The film’s soundtrack spans the story’s 12 years, with songs ranging from the year 2000 (Coldplay’s “Yellow” and The Hives’ “Hate to Say I Told You So”) to 2013 (Yo La Tengo’s “I’ll Be Around”). The album also includes the classic “Band on the Run,” by Paul McCartney and Wings (from the 2010 re-mastered album of the same name) and the debut of a new song written by Jeff Tweedy and performed by the father/son duo Tweedy—“Summer Noon.” The Boyhood soundtrack album was produced by Richard Linklater and Randall Poster.
To pick up a copy of the Boyhood soundtrack, head to iTunes or the Nonesuch Store, where CD orders include a free download of the complete album at checkout; MP3 and FLAC lossless files are also available to purchase there.
Starring Ethan Hawke and Patricia Arquette as Mason’s parents and newcomer Lorelei Linklater as his sister Samantha, Boyhood charts the rocky terrain of childhood like no other film has before.

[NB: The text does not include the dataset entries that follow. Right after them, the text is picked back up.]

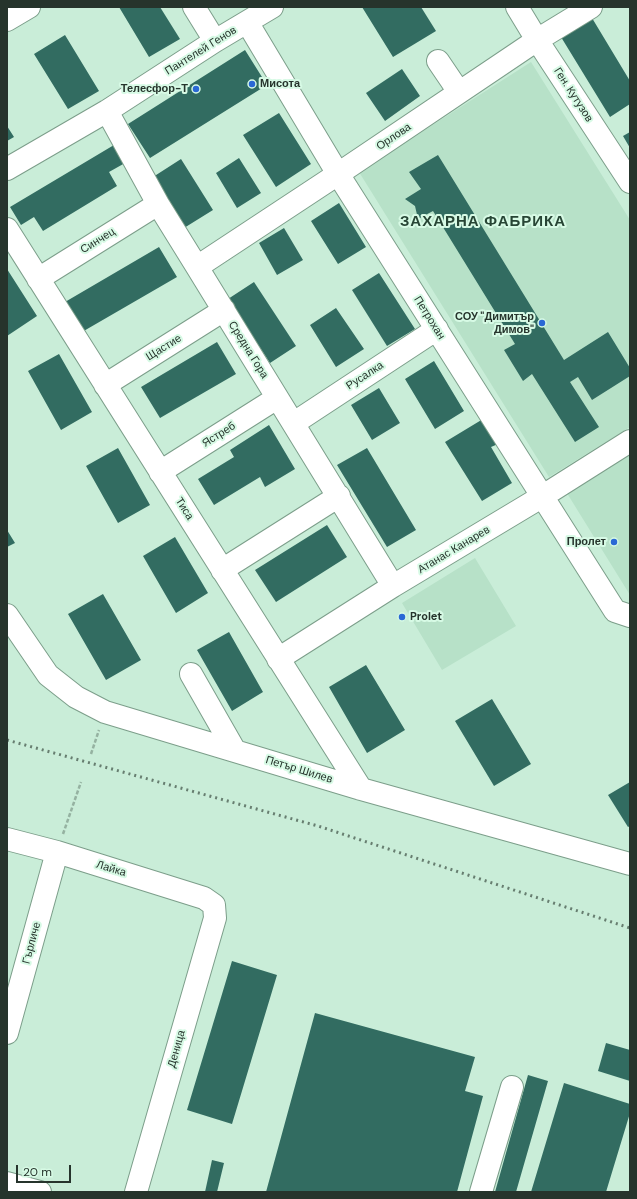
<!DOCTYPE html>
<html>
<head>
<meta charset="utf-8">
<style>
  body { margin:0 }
  #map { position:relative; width:637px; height:1199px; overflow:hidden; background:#c9edd8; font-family:"DM Sans",sans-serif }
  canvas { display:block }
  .frame { position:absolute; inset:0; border:8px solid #26342c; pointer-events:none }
  .scale { position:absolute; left:16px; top:1165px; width:55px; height:18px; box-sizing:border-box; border:2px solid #26342c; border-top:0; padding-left:5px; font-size:12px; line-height:14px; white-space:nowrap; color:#26342c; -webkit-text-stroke:3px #d7fae5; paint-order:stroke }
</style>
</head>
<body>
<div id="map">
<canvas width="637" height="1199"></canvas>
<div class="frame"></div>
<div class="scale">20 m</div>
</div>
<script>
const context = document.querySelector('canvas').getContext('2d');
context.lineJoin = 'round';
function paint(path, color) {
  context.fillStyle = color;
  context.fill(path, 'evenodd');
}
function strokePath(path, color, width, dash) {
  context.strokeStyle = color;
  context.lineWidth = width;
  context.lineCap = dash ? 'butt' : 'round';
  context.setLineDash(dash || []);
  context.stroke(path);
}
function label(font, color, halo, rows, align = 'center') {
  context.font = font + ' "DM Sans",sans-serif';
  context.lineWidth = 4;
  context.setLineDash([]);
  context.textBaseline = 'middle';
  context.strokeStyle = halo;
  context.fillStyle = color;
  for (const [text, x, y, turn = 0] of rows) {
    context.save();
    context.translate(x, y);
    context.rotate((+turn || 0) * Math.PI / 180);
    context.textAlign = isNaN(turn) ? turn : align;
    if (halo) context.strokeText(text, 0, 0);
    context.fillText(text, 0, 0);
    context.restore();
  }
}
paint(new Path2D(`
  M531 62 630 220V427L549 477 359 172Z
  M630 449V595L565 490Z
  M475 558 516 626 442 670 402 603Z`), '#b7e1c8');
paint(new Path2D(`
  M119 7H160L180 39 149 57Z
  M362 7H421L436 31 393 57Z
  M592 18 630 81V104L610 117 561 37Z
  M65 35 99 91 68 109 34 54Z
  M245 50 267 85 150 158 128 124Z
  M402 69 420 96 385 121 366 93Z
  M279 113 311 164 276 187 243 135Z
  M7 126 14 137 7 141Z
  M630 132V148L623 136Z
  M114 145 125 163 109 172 117 186 43 231 34 217 21 225 10 207Z
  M438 155 564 360 608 332 630 368V376L592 400 578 377 570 382 599 427 575 442 532 374 523 381 504 350 515 344 433 211 418 219 415 206 405 199 421 189 409 172Z
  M239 158 261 193 237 208 216 173Z
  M181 159 213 210 184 228 153 177Z
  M339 203 366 247 338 264 311 221Z
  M284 228 303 260 277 275 259 243Z
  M159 247 177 277 82 332 65 302Z
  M7 269 37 316 7 336Z
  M379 273 415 329 387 346 352 290Z
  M254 282 296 346 270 363 228 299Z
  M336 308 364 349 336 367 310 325Z
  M217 342 236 374 160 418 141 387Z
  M59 354 92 412 61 430 28 371Z
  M434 361 464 411 435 429 405 379Z
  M379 388 400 423 372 440 351 405Z
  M483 419 498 444 491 447 512 483 482 501 445 442Z
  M269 425 295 469 265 487 260 477 214 505 198 479 234 457 230 450Z
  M118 448 150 505 118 523 86 466Z
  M367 448 416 530 387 547 337 465Z
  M327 525 347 557 276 602 255 570Z
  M7 530 15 543 7 547Z
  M175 537 208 593 176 613 143 556Z
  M103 594 141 660 106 680 68 614Z
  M229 632 263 692 232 711 197 650Z
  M366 665 405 730 367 753 329 687Z
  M492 699 531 764 494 786 455 721Z
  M630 782V826L628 827 608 795Z
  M232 961 277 975 232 1124 187 1110Z
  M315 1013 475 1057 465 1091 483 1096 457 1192H266Z
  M606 1043 630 1050V1081L598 1071Z
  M528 1075 548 1081 516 1192H495Z
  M564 1083 630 1104V1113L606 1192H531Z
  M212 1160 224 1163 217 1192H205Z`), '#326c61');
const minor = new Path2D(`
  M194 7 215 41
  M517 7 537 40 630 182
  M7 20 29 7
  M247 22 338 174 615 611 630 616
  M438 61 459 92
  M107 111 158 204 197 267 393 586
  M7 169 107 111 215 41 272 7
  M7 229 361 789
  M197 267 338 174 537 40 591 7
  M38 279 158 204
  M105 385 224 310
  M294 423 437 329
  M160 472 277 398
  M222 570 339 496
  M7 615 48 675 76 697 105 712 361 789 630 864
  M278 659 393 586 543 496 630 441
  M191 674 235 751
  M7 839 57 852 204 898 214 905 215 918 136 1192
  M7 1033 57 852
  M7 1183 40 1192
  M481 1192 512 1087`);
strokePath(minor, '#7c9e8a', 24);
strokePath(new Path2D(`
  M91 754 99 730
  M63 834 81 782`), '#95b2a1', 2.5, [4, 2]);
strokePath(minor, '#fff', 22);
strokePath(new Path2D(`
  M7 740 318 826 630 928`), '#677e70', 3, [2, 4]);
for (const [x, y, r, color] of [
  [252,84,4,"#2a68d5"],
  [196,89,4,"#2a68d5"],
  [542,323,4,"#2a68d5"],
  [614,542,4,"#2a68d5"],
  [402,617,4,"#2a68d5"]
]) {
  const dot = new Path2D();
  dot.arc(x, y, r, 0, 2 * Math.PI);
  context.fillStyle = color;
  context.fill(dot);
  strokePath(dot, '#d7fae5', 1.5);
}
label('11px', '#26342c', '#d7fae5', [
  ["Пантелей Генов",201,51,-32],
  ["Ген. Кутузов",573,95,57],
  ["Орлова",394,137,-34],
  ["Синчец",98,241,-32],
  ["Петрохан",429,318,58],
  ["Щастие",164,348,-32],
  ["Средна Гора",248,350,58],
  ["Русалка",365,376,-33],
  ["Ястреб",219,435,-32],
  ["Тиса",184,509,58],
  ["Атанас Канарев",454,550,-31],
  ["Петър Шилев",299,770,17],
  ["Лайка",111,869,17],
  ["Гърличе",32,943,-75],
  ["Деница",177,1049,-74]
]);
label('bold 11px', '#26342c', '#d7fae5', [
  ["Мисота",260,84,"left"],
  ["Телесфор-Т",188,89],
  ["СОУ \"Димитър",534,317],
  ["Димов\"",534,330],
  ["Пролет",606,542],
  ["Prolet",410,617,"left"]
], 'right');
context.letterSpacing = '1px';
label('bold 15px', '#274535', '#d7fae5', [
  ["ЗАХАРНА ФАБРИКА",483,222]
]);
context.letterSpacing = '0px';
</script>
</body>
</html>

Snapshots of adolescence from road trips and family dinners to birthdays and graduations and all the moments in between become transcendent. Boyhood is both a nostalgic time capsule of the recent past and an ode to growing up and parenting. Cathleen Sutherland produced the film with Linklater.
Before Slacker, an experimental narrative revolving around 24 hours in the lives of 100 characters, garnered acclaim in 1991, Richard Linklater had made many shorts and completed a Super 8 feature, It’s Impossible to Learn to Plow by Reading Books (1988).

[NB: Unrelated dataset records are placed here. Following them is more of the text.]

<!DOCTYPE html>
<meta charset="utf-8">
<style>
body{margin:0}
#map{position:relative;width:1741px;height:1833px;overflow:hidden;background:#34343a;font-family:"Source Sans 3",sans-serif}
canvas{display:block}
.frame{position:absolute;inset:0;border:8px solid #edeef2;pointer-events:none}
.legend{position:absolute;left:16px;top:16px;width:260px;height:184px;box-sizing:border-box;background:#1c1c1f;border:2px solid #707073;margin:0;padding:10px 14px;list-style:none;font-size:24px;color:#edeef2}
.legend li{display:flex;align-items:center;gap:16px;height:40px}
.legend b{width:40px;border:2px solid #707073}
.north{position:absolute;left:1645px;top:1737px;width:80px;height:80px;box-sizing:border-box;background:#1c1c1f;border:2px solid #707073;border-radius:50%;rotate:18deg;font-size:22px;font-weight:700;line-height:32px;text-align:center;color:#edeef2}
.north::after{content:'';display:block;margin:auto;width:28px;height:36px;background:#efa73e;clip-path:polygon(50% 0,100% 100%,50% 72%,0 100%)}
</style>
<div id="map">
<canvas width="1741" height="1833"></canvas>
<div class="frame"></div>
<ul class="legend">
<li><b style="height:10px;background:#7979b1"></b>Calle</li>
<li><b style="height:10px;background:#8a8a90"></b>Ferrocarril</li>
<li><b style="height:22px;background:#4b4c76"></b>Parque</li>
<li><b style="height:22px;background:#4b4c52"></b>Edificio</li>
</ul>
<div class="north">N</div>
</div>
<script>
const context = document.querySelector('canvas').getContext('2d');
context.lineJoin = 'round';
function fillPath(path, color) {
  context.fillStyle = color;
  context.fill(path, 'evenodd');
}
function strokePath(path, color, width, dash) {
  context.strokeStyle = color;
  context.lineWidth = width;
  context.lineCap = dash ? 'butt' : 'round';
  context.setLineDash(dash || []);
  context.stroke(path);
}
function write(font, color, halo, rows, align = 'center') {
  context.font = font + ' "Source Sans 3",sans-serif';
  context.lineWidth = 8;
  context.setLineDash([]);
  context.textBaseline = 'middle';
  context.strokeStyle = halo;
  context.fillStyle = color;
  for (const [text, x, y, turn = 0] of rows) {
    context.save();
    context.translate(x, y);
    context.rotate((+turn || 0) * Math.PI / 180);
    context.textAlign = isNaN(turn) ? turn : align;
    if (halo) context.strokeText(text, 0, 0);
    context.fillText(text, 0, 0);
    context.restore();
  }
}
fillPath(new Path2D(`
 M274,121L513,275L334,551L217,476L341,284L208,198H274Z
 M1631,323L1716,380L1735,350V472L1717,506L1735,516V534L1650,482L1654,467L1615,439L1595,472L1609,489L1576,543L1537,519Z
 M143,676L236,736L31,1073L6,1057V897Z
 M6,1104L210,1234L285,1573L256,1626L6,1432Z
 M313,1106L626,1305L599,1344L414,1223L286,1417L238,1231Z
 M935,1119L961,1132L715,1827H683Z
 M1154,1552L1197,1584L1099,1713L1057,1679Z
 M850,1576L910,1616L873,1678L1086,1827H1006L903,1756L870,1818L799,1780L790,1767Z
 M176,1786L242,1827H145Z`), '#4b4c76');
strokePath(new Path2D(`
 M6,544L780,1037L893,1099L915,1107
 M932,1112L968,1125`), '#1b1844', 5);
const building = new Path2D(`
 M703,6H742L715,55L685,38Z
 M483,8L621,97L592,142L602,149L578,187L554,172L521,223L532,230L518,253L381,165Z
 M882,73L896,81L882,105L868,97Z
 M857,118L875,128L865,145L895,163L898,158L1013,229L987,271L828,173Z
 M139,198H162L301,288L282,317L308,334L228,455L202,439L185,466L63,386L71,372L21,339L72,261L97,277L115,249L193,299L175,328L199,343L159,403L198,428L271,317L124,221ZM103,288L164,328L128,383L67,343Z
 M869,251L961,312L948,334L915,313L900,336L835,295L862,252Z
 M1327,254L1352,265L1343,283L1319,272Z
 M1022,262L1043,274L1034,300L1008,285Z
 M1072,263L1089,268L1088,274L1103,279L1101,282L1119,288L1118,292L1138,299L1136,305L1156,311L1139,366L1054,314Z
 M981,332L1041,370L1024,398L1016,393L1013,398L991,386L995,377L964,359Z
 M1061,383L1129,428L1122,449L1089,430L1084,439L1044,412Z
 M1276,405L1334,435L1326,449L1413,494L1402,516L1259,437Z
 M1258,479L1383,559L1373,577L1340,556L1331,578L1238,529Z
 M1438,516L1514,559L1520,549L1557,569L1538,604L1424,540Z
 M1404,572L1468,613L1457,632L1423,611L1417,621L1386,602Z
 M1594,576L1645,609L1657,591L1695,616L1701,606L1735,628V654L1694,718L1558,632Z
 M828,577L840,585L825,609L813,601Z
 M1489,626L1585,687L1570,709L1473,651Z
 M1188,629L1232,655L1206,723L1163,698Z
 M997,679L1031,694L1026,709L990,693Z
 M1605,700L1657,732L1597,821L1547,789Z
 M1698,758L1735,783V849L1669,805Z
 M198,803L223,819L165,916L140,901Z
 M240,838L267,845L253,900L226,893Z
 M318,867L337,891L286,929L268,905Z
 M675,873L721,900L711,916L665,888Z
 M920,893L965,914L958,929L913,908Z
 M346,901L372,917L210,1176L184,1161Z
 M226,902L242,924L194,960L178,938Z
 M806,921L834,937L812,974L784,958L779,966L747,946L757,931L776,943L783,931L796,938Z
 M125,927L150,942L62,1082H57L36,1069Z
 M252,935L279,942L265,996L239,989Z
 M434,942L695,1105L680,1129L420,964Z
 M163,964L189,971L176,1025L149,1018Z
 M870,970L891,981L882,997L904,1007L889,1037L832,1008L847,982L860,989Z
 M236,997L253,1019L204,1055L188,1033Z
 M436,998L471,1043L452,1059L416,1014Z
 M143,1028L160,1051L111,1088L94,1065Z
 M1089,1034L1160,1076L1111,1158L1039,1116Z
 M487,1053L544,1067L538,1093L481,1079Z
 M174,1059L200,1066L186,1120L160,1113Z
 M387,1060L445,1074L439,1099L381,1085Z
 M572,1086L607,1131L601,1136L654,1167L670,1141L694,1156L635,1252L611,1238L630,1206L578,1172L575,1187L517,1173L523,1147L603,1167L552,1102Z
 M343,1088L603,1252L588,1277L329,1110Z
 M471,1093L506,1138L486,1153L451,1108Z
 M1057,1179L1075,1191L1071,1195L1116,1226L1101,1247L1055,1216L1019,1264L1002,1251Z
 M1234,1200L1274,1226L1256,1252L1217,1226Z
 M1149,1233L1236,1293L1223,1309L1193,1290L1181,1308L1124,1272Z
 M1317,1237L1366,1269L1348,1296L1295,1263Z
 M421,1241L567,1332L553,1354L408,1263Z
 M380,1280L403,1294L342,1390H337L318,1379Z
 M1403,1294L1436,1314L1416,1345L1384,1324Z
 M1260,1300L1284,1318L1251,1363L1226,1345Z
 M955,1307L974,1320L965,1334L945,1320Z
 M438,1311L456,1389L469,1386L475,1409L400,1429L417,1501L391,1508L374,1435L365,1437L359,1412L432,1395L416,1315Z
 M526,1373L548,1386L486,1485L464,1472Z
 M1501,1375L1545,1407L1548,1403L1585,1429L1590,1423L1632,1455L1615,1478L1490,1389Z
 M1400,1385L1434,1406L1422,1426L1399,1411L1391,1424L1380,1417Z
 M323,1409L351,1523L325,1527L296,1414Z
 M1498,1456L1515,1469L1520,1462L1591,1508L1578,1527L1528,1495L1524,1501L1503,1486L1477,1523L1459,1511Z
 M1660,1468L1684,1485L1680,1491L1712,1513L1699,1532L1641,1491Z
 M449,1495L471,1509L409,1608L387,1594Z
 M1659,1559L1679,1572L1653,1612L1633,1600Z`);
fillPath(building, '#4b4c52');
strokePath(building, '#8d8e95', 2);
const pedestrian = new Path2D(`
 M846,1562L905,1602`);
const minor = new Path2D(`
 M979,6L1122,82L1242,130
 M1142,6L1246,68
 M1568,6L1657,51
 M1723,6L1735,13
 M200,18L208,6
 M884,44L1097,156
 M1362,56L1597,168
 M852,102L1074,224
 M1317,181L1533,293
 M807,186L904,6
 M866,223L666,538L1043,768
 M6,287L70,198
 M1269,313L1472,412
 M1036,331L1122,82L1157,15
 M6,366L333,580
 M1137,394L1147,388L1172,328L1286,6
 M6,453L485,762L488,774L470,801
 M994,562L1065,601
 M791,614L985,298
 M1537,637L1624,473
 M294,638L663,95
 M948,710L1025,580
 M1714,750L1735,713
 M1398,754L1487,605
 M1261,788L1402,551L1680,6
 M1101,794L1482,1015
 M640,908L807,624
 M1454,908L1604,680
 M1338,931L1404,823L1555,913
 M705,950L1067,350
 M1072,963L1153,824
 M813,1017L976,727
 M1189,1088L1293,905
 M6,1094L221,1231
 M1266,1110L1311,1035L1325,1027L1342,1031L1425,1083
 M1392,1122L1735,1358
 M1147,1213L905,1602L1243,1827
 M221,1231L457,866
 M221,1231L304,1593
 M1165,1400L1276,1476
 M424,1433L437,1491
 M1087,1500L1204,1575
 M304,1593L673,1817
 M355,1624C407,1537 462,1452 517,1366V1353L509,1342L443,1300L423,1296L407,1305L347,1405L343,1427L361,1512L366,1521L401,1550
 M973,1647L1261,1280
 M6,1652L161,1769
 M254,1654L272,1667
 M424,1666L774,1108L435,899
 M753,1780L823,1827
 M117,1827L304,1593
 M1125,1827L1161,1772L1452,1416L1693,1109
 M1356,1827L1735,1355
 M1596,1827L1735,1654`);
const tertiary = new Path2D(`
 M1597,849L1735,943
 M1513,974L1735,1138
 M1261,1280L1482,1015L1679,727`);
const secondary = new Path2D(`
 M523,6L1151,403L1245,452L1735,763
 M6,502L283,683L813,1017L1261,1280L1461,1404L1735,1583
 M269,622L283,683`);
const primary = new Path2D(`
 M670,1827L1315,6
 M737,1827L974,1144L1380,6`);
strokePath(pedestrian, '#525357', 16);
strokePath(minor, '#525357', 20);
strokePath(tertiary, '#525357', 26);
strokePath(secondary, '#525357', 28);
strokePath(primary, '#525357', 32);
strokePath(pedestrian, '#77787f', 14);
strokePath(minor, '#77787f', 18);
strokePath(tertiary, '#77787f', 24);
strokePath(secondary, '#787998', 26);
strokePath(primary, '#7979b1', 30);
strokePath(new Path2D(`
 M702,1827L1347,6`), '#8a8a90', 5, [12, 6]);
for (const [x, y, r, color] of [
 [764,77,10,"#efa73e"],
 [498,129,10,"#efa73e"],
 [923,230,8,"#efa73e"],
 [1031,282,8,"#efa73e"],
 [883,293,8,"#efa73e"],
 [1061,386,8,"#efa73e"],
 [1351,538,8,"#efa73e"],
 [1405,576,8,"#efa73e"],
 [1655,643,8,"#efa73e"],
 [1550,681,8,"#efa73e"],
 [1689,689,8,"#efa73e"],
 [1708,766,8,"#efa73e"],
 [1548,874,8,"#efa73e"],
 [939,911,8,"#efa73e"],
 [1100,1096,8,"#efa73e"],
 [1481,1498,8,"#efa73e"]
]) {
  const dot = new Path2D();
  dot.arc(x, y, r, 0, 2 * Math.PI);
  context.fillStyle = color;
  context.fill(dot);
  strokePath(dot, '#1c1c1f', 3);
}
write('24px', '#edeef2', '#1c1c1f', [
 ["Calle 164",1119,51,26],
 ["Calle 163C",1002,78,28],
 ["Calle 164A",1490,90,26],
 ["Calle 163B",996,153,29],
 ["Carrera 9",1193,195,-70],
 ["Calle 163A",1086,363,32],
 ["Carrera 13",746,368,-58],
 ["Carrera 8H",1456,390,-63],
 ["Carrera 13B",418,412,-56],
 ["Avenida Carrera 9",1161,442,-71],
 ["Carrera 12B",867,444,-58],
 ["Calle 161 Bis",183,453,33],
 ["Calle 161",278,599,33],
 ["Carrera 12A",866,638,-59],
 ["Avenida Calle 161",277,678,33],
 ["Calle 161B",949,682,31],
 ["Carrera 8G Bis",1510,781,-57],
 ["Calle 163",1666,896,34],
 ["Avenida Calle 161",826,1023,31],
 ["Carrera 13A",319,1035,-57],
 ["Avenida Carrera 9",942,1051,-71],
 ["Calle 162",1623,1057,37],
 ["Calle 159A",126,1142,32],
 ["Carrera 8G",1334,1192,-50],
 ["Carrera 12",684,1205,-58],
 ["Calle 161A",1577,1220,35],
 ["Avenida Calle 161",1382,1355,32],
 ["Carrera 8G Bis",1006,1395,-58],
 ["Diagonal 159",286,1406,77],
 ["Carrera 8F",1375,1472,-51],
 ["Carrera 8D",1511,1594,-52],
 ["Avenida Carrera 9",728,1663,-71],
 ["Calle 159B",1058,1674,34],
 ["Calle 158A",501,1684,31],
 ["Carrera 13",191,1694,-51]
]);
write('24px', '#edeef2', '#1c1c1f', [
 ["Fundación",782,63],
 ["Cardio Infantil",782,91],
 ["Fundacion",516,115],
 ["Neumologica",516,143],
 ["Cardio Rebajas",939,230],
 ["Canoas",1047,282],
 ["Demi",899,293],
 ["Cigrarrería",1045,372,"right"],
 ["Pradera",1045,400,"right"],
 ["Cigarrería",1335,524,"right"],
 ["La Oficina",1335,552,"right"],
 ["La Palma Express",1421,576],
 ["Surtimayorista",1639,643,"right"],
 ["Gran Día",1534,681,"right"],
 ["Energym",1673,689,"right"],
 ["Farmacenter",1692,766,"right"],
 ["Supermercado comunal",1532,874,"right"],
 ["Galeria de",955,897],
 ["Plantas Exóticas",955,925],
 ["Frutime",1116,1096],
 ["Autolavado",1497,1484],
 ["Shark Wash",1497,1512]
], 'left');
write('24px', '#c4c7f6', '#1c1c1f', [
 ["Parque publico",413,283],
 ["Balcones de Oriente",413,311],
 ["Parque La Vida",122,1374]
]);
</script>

Linklater’s additional credits include the 1970s cult hit Dazed and Confused (1993); Before Sunrise (1995), for which Linklater won the Berlin Film Festival Silver Bear Award for Best Director; Suburbia (1997); The Newton Boys (1998), a western/gangster film set in the 1920s; the animated feature Waking Life (2001); the real-time drama Tape (2001); the hit comedy School of Rock (2003); $5.15 an Hour (2003, HBO), Before Sunset (2004) which earned him an Academy Award nomination; Bad News Bears (2005); A Scanner Darkly (2006); Fast Food Nation (2006); Inning by Inning: A Portrait of a Coach (2008); Me and Orson Welles (2009); Bernie (2012); Up to Speed (2012, Hulu); Before Midnight (2013); and Boyhood (2014).
Linklater also serves as the Artistic Director for the Austin Film Society, which he founded in 1985 to showcase films from around the world that were not typically shown in Austin. Now one of the nation’s top film organizations, The Austin Film Society shows more than 200 films a year, has educational programs, and has given out more than $1,500,000 in grants to Texas filmmakers since 1996.